Editorial

Pemimpin PD Dituntut Memiliki Kemampuan

Seorang pemimpin untuk sebuah Perusahaan Daerah (PD) dituntut untuk mampu mengangkat dan menaikan pendapatan ekonomi masyarakat. Dengan demikian maka, upaya yang harus dilakukan sehingga harapan ini dapat dicapai sudah tentu dengan kemampuan dan pengalamannya.
Hal ini menunjukan bahwa setiap pemimpin yang ada bukan semata dilihat dari spesifikasi dan disiplin ilmunya saja. Contohnya, bisa saja seorang sarjana hukum yang memiliki kemampuan untuk mengelola sebuah PD dengan pengalamannya akan mampu membawa prestasi yang gemilang.
Namun sayangnya prestasi tersebut tak kunjung sukses bahkan sampai dengan saat ini tidak dapat terwujud. Mengapa demikian karena sudah ada contoh konkrit yang dapat dilihat sekarang kalau beberapa PD di wilayah Nusa Tenggara Timur (NTT) dengan kinerjanya asal-asalan bahkan hampir-hampir tidak mampu lagi beroperasi.
Kondisi masyarakat bahkan jauh dari apa yang sebenarnya diharapkan. Kalau demikian sudah barang tentu masyarakat bukan saja tidak percaya dan bosan tetapi bahkan muak dan jenuh sehingga tidak lagi mempercayai program-program yang diperuntukan.
Dengan kondisi saat bahwa setiap PD di wilayah ini tidak memberikan dampak dan kontribusi nyata bagi pertumbuhan ekonomi masyarakat maka timbul banyak pemikiran kalau untuk mengelola sebuah PD tidak hanya dengan konsep semata tetapi dapat diukur dengan kinerja yang selama ini ada.
Kalau demikian, marilah kita mencoba serta menelusuri perkembangan PD yang ada di wilayah NTT selama ini. Katakanlah PD Flobamora, PT Semen Kupang, PD Agrobisnis, PD Air Minum, PD Perikanan dan Kelautan dan PD Kantong Semen. Sampai dengan saat ini tidak dapat memberikan gambaran dan kontribusi nyata serta memberikan kontribusi nyata dari apa yang dibuat.
Jauh dari semuanya itu, pada setiap tahunnya anggaran yang diperuntukan bagi PD yang ada bukan sedikit. Inikan diibaratkan dengan istilah bahwa menerima tanpa memberikan kembali. Bisa saja seperti itu karena pengelolanya tidak mampu mengelola sehingga berdampak pada kondisi yang dilihat sekarang.
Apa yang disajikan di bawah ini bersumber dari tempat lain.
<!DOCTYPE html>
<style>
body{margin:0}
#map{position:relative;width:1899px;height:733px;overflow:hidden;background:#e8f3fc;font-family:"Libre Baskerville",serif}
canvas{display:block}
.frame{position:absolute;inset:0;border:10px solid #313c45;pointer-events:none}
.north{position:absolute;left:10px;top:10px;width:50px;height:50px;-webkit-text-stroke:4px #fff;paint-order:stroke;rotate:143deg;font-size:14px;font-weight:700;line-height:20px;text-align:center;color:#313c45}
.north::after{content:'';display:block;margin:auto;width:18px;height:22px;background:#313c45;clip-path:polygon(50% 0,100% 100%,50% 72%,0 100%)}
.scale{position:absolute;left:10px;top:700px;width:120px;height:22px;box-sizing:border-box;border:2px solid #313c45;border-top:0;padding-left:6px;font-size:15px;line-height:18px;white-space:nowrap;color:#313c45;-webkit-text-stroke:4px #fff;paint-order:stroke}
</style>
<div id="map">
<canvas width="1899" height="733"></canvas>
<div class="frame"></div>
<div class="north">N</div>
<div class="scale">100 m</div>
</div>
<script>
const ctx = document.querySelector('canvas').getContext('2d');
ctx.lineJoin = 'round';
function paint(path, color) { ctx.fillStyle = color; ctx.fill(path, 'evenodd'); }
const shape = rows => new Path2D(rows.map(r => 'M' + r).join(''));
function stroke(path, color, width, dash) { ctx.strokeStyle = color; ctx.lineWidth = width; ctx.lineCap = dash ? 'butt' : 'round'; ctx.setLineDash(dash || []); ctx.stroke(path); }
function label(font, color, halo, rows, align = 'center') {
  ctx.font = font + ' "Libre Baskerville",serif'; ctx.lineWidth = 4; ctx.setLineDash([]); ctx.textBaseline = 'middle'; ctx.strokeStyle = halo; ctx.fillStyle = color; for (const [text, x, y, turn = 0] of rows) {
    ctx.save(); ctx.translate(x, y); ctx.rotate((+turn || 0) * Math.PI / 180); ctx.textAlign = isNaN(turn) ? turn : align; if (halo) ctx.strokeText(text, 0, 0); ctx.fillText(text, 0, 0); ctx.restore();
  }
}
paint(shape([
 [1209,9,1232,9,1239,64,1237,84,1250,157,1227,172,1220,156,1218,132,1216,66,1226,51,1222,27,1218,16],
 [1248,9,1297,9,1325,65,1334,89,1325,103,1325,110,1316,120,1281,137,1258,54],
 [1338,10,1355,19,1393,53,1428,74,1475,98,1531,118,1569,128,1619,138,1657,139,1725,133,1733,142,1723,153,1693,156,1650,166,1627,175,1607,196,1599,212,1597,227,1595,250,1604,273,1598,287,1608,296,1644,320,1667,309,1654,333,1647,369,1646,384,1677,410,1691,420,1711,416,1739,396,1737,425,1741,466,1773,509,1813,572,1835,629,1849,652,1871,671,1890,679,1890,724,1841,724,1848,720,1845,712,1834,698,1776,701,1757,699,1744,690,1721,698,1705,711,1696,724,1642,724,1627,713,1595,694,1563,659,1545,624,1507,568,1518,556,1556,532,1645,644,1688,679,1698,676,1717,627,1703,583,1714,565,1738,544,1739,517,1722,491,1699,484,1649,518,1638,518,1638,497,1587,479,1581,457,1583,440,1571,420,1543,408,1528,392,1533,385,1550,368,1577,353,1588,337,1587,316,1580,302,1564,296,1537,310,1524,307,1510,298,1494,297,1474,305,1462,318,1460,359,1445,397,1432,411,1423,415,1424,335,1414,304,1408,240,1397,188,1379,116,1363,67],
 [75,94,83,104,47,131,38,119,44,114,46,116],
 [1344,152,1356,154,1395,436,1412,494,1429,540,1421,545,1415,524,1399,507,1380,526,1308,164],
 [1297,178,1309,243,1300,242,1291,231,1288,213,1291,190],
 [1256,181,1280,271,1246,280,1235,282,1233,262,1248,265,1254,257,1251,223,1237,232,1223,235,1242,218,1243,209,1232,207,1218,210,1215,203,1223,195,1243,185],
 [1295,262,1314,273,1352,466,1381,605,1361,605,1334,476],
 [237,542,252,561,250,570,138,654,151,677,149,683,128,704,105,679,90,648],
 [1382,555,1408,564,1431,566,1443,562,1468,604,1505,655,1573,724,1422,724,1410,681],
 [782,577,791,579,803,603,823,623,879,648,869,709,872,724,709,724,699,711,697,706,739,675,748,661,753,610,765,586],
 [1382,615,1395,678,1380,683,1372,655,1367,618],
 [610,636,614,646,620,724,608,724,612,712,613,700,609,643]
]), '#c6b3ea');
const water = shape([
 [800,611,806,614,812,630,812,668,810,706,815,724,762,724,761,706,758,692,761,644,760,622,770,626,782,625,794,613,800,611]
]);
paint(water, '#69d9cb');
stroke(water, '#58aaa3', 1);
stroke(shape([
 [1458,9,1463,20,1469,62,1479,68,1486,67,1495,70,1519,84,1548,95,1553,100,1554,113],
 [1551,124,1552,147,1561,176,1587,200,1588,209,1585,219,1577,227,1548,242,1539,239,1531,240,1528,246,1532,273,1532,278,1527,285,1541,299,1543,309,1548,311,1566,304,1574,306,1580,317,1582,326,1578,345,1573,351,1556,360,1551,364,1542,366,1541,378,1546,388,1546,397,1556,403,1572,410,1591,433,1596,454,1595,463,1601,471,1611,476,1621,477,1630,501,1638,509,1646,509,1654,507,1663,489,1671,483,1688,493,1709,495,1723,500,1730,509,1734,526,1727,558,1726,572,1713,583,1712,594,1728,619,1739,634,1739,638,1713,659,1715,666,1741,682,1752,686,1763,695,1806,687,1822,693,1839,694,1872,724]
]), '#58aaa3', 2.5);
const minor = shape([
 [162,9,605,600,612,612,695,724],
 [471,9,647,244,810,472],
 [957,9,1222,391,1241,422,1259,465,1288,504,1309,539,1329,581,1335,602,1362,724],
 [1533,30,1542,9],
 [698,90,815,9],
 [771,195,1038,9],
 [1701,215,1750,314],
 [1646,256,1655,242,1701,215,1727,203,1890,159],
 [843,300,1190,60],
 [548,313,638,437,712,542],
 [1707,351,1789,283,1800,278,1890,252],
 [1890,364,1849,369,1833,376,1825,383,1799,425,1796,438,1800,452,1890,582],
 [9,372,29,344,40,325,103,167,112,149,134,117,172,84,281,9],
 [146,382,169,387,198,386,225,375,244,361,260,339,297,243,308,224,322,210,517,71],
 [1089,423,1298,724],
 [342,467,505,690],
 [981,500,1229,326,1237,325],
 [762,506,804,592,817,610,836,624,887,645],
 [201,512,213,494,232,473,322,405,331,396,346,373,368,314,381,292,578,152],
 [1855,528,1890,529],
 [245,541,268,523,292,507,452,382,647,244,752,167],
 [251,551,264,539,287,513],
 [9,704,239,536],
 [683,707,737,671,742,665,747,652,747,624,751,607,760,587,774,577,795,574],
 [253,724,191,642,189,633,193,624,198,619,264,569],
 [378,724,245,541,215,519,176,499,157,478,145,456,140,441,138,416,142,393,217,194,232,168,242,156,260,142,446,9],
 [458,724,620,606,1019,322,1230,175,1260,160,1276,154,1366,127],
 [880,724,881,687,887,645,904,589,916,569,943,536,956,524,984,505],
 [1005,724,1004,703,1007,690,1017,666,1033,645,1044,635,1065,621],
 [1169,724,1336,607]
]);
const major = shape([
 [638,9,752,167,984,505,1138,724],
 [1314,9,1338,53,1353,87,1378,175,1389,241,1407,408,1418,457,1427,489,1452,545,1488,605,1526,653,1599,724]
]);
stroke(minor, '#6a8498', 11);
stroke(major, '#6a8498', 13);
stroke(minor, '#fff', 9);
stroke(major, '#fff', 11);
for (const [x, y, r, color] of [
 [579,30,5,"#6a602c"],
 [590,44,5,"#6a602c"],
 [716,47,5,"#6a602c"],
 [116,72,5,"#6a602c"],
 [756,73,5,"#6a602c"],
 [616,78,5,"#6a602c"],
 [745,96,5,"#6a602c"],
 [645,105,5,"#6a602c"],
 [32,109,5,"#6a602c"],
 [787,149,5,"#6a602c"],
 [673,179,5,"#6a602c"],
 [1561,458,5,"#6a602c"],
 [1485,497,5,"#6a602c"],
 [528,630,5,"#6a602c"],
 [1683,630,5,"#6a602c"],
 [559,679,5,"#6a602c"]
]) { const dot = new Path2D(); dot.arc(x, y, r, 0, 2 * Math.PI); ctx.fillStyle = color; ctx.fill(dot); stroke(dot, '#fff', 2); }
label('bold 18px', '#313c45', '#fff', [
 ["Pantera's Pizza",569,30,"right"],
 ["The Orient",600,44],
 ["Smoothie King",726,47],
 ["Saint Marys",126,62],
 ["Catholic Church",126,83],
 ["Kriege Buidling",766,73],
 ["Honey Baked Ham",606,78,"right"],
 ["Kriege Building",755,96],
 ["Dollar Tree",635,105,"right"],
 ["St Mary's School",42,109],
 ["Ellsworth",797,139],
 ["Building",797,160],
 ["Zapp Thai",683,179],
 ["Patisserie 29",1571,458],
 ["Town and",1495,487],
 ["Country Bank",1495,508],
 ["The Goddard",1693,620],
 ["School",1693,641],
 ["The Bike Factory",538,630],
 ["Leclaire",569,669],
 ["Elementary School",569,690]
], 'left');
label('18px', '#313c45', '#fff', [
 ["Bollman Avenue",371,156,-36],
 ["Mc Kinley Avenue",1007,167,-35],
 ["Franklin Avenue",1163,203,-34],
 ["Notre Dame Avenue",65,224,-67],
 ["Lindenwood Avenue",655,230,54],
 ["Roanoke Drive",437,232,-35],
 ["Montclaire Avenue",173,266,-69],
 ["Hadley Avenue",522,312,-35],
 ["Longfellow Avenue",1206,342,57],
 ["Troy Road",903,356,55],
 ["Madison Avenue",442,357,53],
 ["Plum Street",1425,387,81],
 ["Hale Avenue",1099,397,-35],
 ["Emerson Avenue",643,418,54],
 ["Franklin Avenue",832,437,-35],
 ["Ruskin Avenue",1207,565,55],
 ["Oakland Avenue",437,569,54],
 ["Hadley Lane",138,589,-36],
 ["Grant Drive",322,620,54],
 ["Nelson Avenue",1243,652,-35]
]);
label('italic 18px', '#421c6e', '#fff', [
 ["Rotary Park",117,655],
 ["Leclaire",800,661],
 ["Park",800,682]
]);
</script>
Kalau saja seperti itu berarti apa yang diharapkan oleh pemerintah daerah bahkan jauh dari sebenarnya. Bantuan dan penyertaan modal yang diberikan harus dipertanggungjawabkan dan dapat dikembalikan sehingga tidak berdampak pada pengelolaan keuangan yang sia-sia.
Apa jadinya kalau dari sekian PD yang diberikan bantuan dan dana penyertaan pada setiap tahun dan tidak mampu mengelola. Sudah pasti ada yang namanya pemborosan dan berdampak kemiskinan yang terus melanda masyarakat, bukan melepaskan masyarakat dari jerat kemiskinan.
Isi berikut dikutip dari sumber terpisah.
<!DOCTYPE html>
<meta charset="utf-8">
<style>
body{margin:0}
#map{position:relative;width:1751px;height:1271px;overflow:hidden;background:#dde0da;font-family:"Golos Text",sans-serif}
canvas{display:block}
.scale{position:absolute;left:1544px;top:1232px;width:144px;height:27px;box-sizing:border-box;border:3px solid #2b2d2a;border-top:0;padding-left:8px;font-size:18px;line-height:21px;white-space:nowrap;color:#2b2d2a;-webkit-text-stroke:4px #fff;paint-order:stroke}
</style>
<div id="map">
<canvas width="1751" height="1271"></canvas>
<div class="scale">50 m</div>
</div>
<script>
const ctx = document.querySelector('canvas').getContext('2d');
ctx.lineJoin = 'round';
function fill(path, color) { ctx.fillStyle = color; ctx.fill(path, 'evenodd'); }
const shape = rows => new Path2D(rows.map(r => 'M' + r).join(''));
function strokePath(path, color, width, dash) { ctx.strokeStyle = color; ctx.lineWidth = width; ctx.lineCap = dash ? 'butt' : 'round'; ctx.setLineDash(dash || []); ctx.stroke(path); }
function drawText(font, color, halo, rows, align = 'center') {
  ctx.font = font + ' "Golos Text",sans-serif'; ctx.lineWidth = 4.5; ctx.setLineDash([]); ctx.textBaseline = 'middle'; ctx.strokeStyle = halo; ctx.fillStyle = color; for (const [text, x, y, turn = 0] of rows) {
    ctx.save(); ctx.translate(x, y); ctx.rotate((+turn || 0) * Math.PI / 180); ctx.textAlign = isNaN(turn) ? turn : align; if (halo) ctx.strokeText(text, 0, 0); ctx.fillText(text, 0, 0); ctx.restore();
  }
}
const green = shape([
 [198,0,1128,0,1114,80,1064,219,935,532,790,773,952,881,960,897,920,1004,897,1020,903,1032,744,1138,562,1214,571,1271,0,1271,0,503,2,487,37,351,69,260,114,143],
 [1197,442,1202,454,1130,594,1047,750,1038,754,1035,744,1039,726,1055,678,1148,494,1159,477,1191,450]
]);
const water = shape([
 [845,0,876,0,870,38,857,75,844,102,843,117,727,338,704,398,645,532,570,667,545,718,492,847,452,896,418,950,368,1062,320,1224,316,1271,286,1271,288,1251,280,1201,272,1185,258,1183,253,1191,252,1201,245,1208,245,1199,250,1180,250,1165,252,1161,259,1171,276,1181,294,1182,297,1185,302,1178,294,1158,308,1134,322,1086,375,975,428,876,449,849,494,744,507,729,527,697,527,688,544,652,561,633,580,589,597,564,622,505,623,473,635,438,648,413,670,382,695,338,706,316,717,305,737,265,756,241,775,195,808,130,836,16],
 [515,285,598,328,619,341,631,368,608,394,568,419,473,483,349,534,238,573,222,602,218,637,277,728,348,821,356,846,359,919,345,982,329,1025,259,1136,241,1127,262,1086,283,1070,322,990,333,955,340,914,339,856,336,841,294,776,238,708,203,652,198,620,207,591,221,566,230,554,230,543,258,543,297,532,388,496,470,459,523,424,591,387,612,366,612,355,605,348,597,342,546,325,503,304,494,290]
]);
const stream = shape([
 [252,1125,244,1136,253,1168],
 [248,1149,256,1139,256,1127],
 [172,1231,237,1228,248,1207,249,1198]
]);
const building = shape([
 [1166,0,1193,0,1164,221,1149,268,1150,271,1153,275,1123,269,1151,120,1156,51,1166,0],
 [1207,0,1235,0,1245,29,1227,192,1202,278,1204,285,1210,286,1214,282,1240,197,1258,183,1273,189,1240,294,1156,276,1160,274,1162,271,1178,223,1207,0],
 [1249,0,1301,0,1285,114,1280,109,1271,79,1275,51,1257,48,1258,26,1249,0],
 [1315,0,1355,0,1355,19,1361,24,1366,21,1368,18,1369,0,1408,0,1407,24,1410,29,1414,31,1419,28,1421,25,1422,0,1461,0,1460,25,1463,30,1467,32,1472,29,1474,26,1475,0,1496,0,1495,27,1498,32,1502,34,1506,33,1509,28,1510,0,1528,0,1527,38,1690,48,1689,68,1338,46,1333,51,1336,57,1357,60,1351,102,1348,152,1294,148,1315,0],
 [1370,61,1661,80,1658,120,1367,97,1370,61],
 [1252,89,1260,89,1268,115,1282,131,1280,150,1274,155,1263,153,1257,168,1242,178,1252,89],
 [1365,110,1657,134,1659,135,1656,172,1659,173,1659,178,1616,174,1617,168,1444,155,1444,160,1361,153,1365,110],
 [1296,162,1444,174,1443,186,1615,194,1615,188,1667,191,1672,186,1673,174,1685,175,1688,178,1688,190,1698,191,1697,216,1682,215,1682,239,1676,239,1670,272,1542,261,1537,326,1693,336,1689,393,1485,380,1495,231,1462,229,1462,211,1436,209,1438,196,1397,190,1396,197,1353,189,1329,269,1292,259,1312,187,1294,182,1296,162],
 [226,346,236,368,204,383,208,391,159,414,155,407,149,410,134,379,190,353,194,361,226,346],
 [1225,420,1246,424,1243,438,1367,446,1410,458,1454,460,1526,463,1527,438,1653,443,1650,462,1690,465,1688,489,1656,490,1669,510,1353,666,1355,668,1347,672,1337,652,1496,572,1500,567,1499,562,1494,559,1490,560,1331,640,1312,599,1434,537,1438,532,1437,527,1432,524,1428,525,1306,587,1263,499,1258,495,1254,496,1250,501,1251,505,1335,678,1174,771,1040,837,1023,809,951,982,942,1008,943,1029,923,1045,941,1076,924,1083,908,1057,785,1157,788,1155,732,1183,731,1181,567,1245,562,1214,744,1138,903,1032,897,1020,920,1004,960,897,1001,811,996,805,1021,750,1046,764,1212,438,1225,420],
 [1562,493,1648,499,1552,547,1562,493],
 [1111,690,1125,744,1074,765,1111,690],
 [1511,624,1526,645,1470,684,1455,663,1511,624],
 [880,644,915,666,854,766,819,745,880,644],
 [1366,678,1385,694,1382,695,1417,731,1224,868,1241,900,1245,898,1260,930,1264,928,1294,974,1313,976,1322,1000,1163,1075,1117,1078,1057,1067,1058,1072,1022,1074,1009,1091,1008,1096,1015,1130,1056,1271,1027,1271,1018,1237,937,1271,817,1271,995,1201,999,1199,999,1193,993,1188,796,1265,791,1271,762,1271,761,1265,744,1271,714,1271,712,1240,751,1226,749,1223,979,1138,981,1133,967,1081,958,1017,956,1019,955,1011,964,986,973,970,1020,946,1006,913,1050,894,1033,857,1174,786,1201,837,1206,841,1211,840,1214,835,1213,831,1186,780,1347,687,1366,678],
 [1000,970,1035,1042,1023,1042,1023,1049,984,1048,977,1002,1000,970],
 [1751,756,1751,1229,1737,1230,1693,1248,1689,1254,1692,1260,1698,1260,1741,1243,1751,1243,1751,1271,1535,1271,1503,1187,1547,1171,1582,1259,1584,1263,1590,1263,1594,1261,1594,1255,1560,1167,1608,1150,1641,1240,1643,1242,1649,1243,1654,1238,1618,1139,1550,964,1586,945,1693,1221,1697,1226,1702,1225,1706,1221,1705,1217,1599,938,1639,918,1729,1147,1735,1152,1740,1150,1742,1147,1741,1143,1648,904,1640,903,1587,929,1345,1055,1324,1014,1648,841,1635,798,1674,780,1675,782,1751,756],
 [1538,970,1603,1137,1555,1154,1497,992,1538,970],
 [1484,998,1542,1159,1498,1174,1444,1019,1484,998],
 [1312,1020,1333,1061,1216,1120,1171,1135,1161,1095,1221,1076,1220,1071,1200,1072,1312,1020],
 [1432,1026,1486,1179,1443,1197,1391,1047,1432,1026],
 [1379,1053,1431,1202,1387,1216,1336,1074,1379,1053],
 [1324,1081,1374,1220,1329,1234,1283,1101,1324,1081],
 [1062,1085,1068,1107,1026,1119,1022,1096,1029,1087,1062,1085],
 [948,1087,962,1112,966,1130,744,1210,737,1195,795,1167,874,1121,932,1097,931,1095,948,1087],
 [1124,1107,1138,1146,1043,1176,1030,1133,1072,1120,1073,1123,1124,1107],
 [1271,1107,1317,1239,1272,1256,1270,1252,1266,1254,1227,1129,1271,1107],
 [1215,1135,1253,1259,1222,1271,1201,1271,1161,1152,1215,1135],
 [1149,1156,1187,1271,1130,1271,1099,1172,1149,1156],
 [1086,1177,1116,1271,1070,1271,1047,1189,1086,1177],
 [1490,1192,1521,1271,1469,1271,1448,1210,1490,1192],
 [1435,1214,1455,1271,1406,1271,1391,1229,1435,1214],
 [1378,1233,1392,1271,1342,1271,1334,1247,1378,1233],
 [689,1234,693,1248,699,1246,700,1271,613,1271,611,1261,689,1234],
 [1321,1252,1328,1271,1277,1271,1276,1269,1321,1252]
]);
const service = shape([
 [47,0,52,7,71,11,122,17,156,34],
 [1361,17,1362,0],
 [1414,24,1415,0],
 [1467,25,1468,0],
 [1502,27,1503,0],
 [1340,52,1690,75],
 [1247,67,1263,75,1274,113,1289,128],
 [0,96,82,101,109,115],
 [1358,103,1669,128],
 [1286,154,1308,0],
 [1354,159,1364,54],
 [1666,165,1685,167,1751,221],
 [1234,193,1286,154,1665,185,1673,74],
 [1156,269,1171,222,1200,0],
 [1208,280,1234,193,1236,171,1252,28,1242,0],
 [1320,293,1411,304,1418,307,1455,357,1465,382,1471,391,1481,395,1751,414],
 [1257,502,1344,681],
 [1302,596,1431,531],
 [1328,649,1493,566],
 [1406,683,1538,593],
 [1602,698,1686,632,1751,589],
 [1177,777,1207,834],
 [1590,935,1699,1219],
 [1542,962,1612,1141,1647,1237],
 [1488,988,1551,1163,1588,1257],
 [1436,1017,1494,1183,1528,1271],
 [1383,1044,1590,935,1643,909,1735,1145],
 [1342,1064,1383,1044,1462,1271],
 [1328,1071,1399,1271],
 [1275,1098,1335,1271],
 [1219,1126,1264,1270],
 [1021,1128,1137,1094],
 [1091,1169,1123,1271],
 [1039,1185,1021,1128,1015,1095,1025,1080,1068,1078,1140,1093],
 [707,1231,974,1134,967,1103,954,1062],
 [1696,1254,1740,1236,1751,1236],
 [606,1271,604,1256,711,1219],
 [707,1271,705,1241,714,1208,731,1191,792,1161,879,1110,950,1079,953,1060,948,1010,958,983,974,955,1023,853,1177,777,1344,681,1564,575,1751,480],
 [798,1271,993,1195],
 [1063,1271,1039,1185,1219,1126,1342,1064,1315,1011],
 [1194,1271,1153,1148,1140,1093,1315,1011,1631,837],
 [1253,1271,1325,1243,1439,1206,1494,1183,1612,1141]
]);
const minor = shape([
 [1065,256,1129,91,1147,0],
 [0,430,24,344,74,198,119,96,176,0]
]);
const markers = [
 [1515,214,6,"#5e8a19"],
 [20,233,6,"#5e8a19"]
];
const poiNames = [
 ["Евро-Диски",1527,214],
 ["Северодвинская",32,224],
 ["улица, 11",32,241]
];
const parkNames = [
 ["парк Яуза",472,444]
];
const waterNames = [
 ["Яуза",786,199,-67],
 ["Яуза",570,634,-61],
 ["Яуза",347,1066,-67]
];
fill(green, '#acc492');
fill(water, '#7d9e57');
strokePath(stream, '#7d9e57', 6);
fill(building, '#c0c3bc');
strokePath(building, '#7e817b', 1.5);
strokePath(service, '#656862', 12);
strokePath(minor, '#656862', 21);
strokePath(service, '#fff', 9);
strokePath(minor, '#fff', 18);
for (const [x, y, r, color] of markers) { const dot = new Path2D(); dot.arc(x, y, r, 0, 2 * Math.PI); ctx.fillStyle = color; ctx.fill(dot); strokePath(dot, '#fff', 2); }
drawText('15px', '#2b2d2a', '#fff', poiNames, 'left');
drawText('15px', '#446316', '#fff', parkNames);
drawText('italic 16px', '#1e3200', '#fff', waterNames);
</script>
Persoalan ini juga menjadi tanggungjawab pengambil kebijakan didaerah ini. Dengan melihat relitas diatas bahwa mengapa pemerintah belum berani mengambil kebijakan? Boleh jadi ada keberpihakan pada kepentingan siapa dan intervensi dari aktor kebijakan itu sendiri.
Tentunya tindakan seperti ini tidak salah namun cenderung mengarah pada suatu tindakan kekeliruan yang cenderung mengarah pada cara pandang berbeda. Sekalipun disana sini banyak orang menyebut-nyebut alasan atau argumentasi maupun dalih dari sejumlah kesalahan kebijakan.
Tetapi ketika keberatan atau penolakan itu terjadi dan menyentuh kebijakan pemerintah, tentunya berkaitan dengan kegagalan sebuah kebijakan dan sudah pasti persoalan ini berkaitan dengan evaluasi dari kebijakan yang diambil.
Untuk pelaksanaan kebijakan yang berpengaruh langsung dengan kebijakan ekonomi serta sistemnya sedikitnya berpengaruh langsung pada aktivitas ekonomi, serta sistemnya diikuti dengan pemaksaan kehendak.
Segala kebutuhan, kepentingan, keinginan dan tuntutan lainnya menjadi pembicaraan juga perbincangan masing-masing unsur menurut prespektifnya. Dinamika ini menjadi gambaran yang dapat mempengaruhi rangkaian sebuah proses.
Apakah nanti perkara ini menjadi rangkaian pemenuhan sebuah kepentingan, kebutuhan, keinginan dan tuntutan publik ataukah tidak tergantung pada substansi serta mekanisme yang paling mungkin dikembangkan dan menjadi perhatian.
Agaknya wajar jika dibilang terkesan pengambil kebijakan memiliki peran dominan, sebab seluruh aktivitas dan formulasi kebijakan berlangsung dalam struktur formal pemerintah. Meskipun demikian, akan selalu berhadapan dengan dilema pilihan kebijakan publik sehingga memaksa untuk mengembangkan prinsip sinergik.
Memang banyak solusi yang ditawarkan untuk meretas kerancuan tersebut sehingga dapat mengubah dinamika pandangan banyak kalangan menuju kearifan sikap mengkritisi suatu kebijakan pemerintah. Sayangnya semuanya berimplikasi pada solusi untuk meminimalisir kendala-kenadala yang ada sekarang. (**)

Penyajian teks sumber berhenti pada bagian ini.